Diterjemahkan dari “The Muṣannaf of ʿAbd al-Razzāq al-Sanʿānī as a Source of Authentic Aḥādīth of the First Century A. H.” oleh Harald Motzki, Journal of Near Eastern Studies 50(1): 1–21
Penerjemah: Muhammad Akmaluddin
Pertanyaan
mengenai kapan dan di mana hadis-hadis – khususnya hadis Nabi – muncul
hampir sama tuanya dengan hadis itu
sendiri. Para cendekiawan Muslim mencoba secara umum, namun tidak secara
eksklusif, untuk memeriksa jalur transmisi tradisi (isnad) dan para penyampai
(rijal) yang disebutkan dalam setiap sanad. Kajian-kajian Islam
di Barat sejak paruh kedua abad ke-19 telah menunjukkan bahwa metode kritik hadis
seperti ini tidak dapat diandalkan dan hanya berkonsentrasi pada isi teks
ketika menilai keaslian sebuah hadis. Tesis Ignaz Goldziher yang
menyatakan bahwa hadis-hadis yang dianggap berasal dari Nabi dan para Sahabat (sahabat)
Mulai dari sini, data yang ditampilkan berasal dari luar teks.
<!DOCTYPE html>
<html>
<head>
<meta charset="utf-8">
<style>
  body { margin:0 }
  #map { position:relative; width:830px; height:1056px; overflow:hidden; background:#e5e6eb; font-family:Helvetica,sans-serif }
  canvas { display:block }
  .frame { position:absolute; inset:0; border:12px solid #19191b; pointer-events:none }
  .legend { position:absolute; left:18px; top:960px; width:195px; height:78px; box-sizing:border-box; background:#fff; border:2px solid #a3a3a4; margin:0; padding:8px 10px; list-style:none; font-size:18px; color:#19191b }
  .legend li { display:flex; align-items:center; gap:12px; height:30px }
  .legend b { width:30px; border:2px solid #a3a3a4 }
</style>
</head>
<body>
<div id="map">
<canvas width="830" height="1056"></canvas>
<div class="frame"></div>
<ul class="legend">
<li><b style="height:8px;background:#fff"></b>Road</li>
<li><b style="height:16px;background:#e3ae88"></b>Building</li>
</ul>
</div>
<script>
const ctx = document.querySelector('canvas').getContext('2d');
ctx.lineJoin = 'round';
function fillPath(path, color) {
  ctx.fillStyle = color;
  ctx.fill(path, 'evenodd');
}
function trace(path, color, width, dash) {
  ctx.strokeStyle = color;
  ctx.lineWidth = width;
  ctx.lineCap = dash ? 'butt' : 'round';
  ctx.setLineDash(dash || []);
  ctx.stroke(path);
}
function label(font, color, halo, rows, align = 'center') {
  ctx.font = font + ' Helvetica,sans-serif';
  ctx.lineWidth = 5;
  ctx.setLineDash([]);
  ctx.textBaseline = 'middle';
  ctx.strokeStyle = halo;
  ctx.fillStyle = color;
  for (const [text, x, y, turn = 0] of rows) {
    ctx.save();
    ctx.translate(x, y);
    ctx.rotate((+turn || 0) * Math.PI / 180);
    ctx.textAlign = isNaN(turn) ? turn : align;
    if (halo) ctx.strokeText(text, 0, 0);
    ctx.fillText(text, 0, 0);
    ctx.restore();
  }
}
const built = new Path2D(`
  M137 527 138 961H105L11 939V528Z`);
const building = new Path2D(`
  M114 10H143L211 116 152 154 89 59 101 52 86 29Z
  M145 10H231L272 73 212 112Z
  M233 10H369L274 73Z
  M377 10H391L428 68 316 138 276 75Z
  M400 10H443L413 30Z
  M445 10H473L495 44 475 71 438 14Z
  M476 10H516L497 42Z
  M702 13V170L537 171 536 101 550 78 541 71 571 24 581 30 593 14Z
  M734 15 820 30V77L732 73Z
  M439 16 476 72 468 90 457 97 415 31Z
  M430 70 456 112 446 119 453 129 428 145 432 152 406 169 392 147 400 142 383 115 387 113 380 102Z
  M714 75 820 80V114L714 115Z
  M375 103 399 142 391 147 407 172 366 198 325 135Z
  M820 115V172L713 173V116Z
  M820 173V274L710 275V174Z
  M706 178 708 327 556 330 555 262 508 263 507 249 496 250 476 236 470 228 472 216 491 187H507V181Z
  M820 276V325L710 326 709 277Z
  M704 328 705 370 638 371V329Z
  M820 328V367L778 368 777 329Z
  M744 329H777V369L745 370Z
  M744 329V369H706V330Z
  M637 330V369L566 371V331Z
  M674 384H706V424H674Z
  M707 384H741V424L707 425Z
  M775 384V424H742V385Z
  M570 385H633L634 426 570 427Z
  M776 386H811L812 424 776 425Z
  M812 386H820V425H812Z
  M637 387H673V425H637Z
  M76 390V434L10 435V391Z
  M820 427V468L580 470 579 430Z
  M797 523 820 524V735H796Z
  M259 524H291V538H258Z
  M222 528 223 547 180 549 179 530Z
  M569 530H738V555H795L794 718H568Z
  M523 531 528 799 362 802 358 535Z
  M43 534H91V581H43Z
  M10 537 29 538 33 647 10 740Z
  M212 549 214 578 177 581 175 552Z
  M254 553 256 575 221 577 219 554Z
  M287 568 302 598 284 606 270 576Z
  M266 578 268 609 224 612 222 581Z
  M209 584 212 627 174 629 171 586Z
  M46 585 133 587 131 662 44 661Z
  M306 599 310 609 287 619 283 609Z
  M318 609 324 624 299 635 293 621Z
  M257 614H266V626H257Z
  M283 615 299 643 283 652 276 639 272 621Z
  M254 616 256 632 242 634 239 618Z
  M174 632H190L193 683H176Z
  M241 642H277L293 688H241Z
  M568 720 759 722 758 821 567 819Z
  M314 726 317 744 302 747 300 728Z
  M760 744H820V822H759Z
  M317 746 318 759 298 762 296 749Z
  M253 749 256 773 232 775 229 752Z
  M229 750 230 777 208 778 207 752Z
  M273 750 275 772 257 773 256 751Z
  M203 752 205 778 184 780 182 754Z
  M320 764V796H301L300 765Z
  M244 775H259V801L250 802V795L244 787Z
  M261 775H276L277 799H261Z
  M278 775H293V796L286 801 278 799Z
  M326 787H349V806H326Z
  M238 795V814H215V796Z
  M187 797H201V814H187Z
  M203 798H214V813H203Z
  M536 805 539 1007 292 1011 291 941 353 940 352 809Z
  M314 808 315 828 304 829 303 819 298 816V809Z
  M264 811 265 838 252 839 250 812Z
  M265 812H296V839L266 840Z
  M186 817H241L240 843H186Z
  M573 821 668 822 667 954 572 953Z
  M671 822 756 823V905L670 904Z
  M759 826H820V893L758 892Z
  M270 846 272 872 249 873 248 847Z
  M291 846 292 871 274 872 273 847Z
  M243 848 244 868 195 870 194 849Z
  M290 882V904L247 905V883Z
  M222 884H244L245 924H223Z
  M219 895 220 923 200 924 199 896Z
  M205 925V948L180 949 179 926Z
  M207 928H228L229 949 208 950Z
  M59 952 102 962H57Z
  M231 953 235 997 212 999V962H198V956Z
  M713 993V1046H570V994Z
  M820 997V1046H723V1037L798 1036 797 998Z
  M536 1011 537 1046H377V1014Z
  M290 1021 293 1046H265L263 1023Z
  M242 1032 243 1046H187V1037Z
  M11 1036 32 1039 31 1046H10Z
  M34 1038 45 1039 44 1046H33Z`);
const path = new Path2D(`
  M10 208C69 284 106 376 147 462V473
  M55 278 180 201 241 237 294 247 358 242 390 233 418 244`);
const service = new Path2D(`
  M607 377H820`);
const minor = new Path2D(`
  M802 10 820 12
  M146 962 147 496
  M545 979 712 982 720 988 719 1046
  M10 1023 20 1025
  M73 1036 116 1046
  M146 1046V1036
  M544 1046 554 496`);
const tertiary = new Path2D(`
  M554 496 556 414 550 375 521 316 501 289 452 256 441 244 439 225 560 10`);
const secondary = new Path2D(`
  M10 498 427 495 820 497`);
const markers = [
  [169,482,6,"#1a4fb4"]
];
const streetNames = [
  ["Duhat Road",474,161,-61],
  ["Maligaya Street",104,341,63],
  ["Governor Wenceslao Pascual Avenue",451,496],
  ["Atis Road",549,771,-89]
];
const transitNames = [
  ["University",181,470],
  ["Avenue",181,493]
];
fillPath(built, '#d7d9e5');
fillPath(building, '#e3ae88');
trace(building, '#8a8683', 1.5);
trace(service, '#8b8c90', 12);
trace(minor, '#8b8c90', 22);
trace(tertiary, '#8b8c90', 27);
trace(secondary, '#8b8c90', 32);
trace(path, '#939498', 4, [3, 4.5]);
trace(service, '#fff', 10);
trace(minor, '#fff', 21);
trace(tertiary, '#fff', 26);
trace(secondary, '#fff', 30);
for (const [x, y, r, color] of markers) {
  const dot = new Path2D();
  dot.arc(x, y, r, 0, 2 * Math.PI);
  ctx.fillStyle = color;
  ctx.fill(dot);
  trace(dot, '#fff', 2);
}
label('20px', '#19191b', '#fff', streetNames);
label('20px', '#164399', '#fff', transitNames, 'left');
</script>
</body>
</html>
yang terkandung dalam kumpulan hadis klasik bukanlah laporan otentik
dari orang-orang ini melainkan mencerminkan perkembangan doktrinal dan politik dari
dua abad pertama setelah kematian Muhammad. pada analisis isi hadits (matn) dan
bukan perawinya.
Joseph
Schacht juga, ketika mencoba menentukan tanggal hadis, terlebih dahulu
mempelajari isinya dan mengklasifikasikannya dalam kerangka perkembangan isu
yang dirujuknya. Dia menganggap kriteria dari asanid hanya sebagai hal
kedua dan hanya jika kriteria tersebut konsisten dengan kronologi yang pertama
kali dicapai setelah berkonsultasi dengan isinya (mutun). Jika tidak,
dia menolak informasi asanid karena salah atau dibuat-buat. Seperti
Goldziher, Schacht mengajukan pernyataan umum mengenai waktu munculnya kelompok
tradisi dan jenis transmisi tertentu. Ia memandang kesimpulan -kesimpulan umum mengenai
perkembangan hadis ini bukan sebagai asumsi heuristik, namun sebagai
fakta sejarah, dan ia tidak membatasi kesimpulannya pada hadis-hadis hukum yang
menjadi dasar teorinya.
Rendahnya penghargaan yang diberikan oleh Goldziher dan Schacht terhadap isnad dan kritik isnad Muslim dalam menangani masalah penanggalan hadits ditentang oleh pendekatan penelitian yang dapat disebut “tradisi-historis” (“iiberlieferungsgeschichtlich”). Pendekatan ini, yang dikenal dalam studi Islam Barat sejak karya Julius Wellhausen, mencoba mengekstraksi sumber-sumber sebelumnya dari kompilasi yang kita miliki, yang tidak disimpan sebagai karya terpisah, dan berfokus pada bahan-bahan perawi tertentu, bukan pada kelompok hadis. berurusan dengan topik tertentu. Karya analisis sumber Heribert Horst, Georg Stauth, Fuad Sezgin, dan lain-lain menunjukkan bahwa Goldziher dan terutama Schacht, memandang isnad terlalu skeptis dan mereka menggeneralisasi terlalu cepat dari pengamatan tunggal. Akan tetapi, metode tradisi-historis berisiko melebih-lebihkan nilai historis dari kanad, seperti yang ditekankan Schacht dalam kaitannya dengan karya Leone Caetani.
Dalam artikel ini, saya sekali lagi akan membahas pendekatan sumber-analitis dan tradisi-historis dan mencoba menunjukkan bagaimana kita dapat memastikan apakah, atau pada tingkat apa, rantai transmisi hadis dapat diandalkan. Terdapat beberapa kajian sumber-analitis yang berharga dalam bidang tafsir, namun saya akan menunjukkan berikut ini bahwa permasalahan ini juga dapat diteliti dengan sukses dalam bidang tradisi hukum, yang menjadi landasan teori hadis Schacht. Seperti halnya Schacht, saya berpendapat bahwa metode yang digunakan dan hasil yang diperoleh dalam bidang tradisi khusus ini, pada prinsipnya, juga berlaku di bidang lain, misalnya, dalam bidang tradisi sejarah.